12 May 2023 - {{hitsCtrl.values.hits}}
Stockholm Syndrome is a coping mechanism to a captive or abusive situation. People develop positive feelings toward their captors or abusers over time.
From what I learn about the situation in this country, there seems to be many who suffer from this syndrome. There are many in the city and elsewhere who go through different forms of abuse on a daily basis but yet carry on with their marriage since they are made to feel that they would be unworthy, looked down upon and segregated from society if they leave their spouses. Their parents also advise them to hang on as divorce would be shameful and, by extension, stigmatise their reputations as well. Such parents, who would rather have their daughter or son suffer instead of being happy, are incomprehensible. Additionally, the
majority of parents believe that their children should marry as it will reflect on them if their children are single.
The possible suffering in a bad marriage is not even considered, especially when there is a proposal or a relationship where the potential partner is loaded with wealth. Many with different sexual orientations are also forced into marriages to live tormented lives. A few agree to marry and produce an offspring or two and thereafter lead separate lives as long as it is not in public. Such situations, in recent times, have led to blackmail and even murder.

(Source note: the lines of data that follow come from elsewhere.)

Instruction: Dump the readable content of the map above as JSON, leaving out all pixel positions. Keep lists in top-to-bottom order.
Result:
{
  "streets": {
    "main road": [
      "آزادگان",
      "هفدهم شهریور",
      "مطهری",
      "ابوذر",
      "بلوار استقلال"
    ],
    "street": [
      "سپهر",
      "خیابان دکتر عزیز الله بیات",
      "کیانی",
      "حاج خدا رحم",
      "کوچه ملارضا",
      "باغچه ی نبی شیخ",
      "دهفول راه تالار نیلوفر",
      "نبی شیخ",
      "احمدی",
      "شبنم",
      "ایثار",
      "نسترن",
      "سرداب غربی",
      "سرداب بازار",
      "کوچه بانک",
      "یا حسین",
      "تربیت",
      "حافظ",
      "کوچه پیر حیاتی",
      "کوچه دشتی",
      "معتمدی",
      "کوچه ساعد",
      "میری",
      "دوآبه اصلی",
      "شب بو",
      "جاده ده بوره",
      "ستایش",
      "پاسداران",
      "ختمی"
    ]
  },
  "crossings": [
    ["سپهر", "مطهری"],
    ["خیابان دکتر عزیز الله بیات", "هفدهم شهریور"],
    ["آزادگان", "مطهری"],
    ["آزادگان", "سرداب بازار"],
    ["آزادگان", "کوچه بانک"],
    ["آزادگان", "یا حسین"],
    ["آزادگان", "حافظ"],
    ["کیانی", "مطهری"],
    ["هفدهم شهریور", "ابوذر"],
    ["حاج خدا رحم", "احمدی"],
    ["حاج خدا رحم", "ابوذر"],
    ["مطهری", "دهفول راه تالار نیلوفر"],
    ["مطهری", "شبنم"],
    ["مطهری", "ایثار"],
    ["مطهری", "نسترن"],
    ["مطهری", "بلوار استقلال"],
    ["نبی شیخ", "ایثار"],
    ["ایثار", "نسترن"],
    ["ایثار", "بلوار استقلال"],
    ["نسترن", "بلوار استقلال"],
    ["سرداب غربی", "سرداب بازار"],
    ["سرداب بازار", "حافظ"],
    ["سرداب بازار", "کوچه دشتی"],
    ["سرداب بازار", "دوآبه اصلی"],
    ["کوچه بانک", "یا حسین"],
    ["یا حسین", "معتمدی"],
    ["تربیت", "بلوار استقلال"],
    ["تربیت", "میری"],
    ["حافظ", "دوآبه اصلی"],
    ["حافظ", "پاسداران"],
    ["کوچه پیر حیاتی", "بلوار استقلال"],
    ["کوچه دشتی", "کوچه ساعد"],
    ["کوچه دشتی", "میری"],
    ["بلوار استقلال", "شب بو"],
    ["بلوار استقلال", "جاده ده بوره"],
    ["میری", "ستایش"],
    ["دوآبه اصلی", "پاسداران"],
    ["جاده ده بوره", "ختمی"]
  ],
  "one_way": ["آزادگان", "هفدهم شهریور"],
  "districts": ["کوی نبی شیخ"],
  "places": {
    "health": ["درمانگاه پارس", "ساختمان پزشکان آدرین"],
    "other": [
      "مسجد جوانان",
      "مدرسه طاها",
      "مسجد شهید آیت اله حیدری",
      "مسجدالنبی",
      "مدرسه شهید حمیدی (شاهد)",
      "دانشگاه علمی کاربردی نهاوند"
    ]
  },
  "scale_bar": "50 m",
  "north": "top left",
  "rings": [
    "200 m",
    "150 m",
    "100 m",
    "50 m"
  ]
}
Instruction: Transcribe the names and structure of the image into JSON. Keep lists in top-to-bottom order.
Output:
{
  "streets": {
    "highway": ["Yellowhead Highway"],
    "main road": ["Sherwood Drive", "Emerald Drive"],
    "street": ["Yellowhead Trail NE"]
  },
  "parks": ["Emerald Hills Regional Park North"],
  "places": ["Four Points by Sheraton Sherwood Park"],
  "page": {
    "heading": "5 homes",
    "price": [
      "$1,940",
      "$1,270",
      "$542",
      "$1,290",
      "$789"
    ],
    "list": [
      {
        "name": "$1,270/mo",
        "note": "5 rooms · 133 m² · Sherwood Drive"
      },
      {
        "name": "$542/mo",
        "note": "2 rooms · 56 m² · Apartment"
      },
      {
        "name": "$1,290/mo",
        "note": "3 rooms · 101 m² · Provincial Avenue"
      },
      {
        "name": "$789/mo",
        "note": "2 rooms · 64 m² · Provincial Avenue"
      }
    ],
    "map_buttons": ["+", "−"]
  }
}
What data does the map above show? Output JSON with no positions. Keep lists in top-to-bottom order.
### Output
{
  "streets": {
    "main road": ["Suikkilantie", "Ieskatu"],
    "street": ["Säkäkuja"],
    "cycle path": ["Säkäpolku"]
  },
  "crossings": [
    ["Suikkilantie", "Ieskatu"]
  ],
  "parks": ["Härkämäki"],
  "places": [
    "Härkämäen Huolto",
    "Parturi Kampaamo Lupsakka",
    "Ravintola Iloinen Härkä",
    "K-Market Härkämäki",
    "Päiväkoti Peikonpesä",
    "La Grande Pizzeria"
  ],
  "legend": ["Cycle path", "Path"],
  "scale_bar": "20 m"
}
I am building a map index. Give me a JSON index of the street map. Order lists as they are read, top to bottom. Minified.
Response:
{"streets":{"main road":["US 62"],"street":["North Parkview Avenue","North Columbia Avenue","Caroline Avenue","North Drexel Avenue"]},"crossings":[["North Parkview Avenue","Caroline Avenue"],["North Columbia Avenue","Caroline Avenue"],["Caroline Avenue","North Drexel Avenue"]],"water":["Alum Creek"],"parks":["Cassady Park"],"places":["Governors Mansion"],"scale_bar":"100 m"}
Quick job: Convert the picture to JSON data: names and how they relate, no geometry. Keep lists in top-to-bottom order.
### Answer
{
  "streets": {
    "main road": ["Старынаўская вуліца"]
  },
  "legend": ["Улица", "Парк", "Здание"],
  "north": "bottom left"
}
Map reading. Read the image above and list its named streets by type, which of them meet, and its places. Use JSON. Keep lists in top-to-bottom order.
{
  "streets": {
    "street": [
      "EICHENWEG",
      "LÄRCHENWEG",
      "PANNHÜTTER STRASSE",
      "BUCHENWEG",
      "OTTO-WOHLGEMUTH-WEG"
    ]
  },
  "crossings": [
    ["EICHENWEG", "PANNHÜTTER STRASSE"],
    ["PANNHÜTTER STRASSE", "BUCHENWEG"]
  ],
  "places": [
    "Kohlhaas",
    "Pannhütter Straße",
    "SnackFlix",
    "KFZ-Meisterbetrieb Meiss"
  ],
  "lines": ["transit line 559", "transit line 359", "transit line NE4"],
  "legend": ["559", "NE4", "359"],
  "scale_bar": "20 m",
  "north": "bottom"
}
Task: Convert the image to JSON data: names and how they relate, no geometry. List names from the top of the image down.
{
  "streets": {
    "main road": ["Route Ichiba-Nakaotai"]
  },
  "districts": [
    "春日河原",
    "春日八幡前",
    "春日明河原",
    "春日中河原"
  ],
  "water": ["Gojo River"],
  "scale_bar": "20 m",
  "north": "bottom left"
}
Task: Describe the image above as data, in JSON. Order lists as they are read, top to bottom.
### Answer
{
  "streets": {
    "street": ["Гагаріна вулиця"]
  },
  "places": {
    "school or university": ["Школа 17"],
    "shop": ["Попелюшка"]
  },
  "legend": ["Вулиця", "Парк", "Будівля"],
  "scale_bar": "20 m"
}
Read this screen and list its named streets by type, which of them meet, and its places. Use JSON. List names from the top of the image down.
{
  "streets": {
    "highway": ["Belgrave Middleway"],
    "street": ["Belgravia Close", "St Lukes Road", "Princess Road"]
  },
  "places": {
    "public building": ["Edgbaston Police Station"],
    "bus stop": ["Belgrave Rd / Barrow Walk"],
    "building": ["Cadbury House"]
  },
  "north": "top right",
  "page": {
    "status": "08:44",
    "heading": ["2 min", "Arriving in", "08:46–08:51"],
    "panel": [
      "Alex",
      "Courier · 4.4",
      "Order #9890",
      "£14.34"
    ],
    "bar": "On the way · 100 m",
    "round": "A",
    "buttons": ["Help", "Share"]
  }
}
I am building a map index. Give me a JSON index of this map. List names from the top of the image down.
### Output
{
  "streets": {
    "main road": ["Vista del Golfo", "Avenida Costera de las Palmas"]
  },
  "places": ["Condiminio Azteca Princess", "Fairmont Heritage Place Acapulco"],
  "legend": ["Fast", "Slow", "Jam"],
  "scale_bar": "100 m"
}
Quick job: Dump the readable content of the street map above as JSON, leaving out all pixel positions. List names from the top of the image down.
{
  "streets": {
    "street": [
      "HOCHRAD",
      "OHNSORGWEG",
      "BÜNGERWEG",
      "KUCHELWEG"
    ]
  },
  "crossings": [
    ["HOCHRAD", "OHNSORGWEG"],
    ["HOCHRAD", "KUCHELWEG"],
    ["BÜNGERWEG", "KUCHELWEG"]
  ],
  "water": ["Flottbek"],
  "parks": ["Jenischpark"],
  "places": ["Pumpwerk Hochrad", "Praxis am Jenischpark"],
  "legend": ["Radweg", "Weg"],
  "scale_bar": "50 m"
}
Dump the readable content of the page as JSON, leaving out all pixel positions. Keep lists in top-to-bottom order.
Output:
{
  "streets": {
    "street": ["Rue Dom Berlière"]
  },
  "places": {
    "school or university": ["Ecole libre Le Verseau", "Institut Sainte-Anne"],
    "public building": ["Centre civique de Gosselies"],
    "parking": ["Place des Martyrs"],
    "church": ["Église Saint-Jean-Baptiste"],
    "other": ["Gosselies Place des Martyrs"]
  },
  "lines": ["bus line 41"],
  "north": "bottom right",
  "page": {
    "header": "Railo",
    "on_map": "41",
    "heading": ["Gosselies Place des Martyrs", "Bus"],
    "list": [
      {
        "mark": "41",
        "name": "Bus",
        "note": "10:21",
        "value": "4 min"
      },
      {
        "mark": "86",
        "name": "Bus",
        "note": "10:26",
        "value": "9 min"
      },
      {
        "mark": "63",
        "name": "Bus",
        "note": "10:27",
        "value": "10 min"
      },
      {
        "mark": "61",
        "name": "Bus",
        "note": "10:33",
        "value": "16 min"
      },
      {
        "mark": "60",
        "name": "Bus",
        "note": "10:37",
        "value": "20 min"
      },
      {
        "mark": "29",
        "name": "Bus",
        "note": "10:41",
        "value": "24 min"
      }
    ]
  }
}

The independent women who have made a career for themselves have been brave and dumped their husbands who abuse them in different forms as they can manage with their own finances, educate their children and are not dependent on their husbands. There are husbands who are victims of abuse too. In such instances, if it is the wife with pots of money they suffer the abuse and remain. The victims are the children of such marriages who, in time, may themselves become abusers like their parents or worse. Children growing up in an abusive environment develop PTSD, including learning difficulties, poor behaviour at school, depression and anxiety, aggression, risk-taking and criminal behaviour, drug addiction, emotional numbness and a range of physical issues such as poor sleep and headaches.
There are many children in Colombo who go through hell at home, I have been told. There are instances where mothers too are devils and cannot be understood. They are beaten by their husbands and children, leave their homes for safe shelter and then decide to go back to the husband and children. Such occurrences are repetitive and very hard to break, exhausting those who dedicate their time to counselling and finding alternative arrangements.
Recently, a mother who was a professional, with two boys, used to be beaten by the husband every day. She had visited a Counsellor seeking help and guidance to leave the marriage as the husband had broken a son’s leg. Social Services (SS) were contacted and they had agreed to find the children a school and a safe house for the family to live in provided somebody would pay the house rent. The Counsellor found the money for a year’s rent and the mother and sons moved in. Following up on the case with the SS two months’ later, the Counsellor was told that the mother and sons were doing well and, in fact, divorce proceedings had been initiated. Sadly, such good news stories are few and far between because the majority of the abused move back into the abusive relationship.